🕷️6🕷️

376 30 25
                                    

Zostałam teraz w bardzo, bardzo chujowej sytuacji. Będąc sam na sam z Miguelem, który wyglądał jakby miał ochotę rozwalić pół ludzkości nie wyglądało jak coś dobrego. Nie wiem co on planował ale mimo że nie pokazywałam tego po sobie, to w środku strasznie się bałam. Nie ma żarty. Miało już zaczynać się najgorsze, tak wnioskowałam po jego ruchach, a dokładniej ruchach jego dłoni, aż w końcu usłyszeliśmy jak ktoś wchodzi do środka. Zbawienie!

— Chyba weszliśmy w nieodpowiednim momencie. Dobra, zwijamy się — Hobie! Wiedziałam że tylko on jest w stanie wyczuć moment. Odsunęłam się od Miguela z wrednym uśmiechem. Podeszłam do osób które weszły do środka. Zapewne aby oprowadzić Gwen po tym budynku.

— Nie, weszliście w bardzo dobrym momencie. Miguel właśnie mi mówił o tym jak bardzo się cieszy że będzie mógł oprowadzić Gwen w nowym dla niej miejscu. Mam rację szefie?

Chyba trafiłam idealnie w jego punkt. Widziałam tą furię w jego oczach. No ale co poradzić, nikt nie chciałby słyszeć ani widzieć jak niszczy budynek w złości. Ja tym bardziej.

— Tak. Chodź, pokaże Ci co gdzie jest. — Miguel zabrał nową ze sobą a ja spojrzałam za nimi. Prychnęłam pod nosem biorąc swoją maskę.

— Co między wami zaszło? Znowu zaszłaś mu za skórę? — Hobie spojrzał na mnie z tym swoim uśmieszkiem. Dzieciak idealny po prostu.

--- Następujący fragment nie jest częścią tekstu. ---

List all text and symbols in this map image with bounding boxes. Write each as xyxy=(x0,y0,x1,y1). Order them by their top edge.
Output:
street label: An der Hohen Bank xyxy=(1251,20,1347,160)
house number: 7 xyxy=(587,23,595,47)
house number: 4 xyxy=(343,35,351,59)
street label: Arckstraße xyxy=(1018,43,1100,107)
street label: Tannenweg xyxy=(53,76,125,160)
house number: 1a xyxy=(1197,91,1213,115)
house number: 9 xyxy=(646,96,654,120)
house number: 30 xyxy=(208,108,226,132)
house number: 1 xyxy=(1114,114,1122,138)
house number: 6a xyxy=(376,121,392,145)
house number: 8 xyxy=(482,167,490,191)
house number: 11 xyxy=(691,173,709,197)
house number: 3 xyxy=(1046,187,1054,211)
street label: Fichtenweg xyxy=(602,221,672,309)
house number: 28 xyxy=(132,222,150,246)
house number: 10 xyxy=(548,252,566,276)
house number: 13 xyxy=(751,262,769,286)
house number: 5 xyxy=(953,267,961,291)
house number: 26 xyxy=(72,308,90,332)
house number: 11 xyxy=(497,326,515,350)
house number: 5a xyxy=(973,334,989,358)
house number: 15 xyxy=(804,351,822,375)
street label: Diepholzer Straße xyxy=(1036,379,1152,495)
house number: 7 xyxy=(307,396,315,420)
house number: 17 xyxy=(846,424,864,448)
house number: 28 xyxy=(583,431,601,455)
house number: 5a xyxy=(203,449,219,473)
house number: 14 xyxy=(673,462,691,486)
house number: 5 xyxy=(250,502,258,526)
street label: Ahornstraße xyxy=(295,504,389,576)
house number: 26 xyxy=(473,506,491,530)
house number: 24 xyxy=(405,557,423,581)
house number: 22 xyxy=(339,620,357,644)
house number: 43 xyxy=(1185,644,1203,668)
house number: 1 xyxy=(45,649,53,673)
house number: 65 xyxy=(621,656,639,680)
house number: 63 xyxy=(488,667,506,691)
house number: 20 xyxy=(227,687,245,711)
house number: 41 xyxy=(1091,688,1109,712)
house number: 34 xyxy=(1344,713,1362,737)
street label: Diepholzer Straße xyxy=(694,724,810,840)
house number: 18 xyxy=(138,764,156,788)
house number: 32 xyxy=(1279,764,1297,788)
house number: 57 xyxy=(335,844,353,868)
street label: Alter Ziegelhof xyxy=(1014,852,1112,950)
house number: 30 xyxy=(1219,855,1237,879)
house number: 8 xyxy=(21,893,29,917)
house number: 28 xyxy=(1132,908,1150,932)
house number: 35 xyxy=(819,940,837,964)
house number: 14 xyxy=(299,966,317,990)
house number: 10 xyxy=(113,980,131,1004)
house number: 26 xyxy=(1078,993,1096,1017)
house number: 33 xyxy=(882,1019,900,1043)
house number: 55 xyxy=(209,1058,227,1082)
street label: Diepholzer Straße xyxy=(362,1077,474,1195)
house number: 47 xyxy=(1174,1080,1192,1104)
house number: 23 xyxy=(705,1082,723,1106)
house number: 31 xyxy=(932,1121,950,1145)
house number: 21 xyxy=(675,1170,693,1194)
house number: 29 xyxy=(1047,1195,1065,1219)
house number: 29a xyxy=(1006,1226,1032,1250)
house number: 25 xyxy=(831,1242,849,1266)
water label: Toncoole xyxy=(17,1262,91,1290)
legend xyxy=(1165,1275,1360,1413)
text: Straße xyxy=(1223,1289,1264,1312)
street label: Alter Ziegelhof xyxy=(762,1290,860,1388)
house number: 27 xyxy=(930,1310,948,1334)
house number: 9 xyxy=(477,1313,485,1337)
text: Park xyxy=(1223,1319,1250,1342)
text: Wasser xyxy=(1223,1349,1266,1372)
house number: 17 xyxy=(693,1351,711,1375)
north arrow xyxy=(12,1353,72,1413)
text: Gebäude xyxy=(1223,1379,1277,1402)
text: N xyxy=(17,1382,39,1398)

— Lekko mówiąc. Chyba wasz szef nie przepada za mną, ale ty też to widzisz, prawda? — zaśmiałam się i poprawiłam swoje kasztanowe włosy. Mimo że Hobie był młodszy to moje 165 przy nim było niczym. Wyglądał bardziej jak mój starszy brat a nie przyjaciel.

— Rzadko za kim on przepada. Musiałabyś chyba położyć mu całe swoje życie żeby Cię lubił. Ale nie wiem czy i to by pomogło.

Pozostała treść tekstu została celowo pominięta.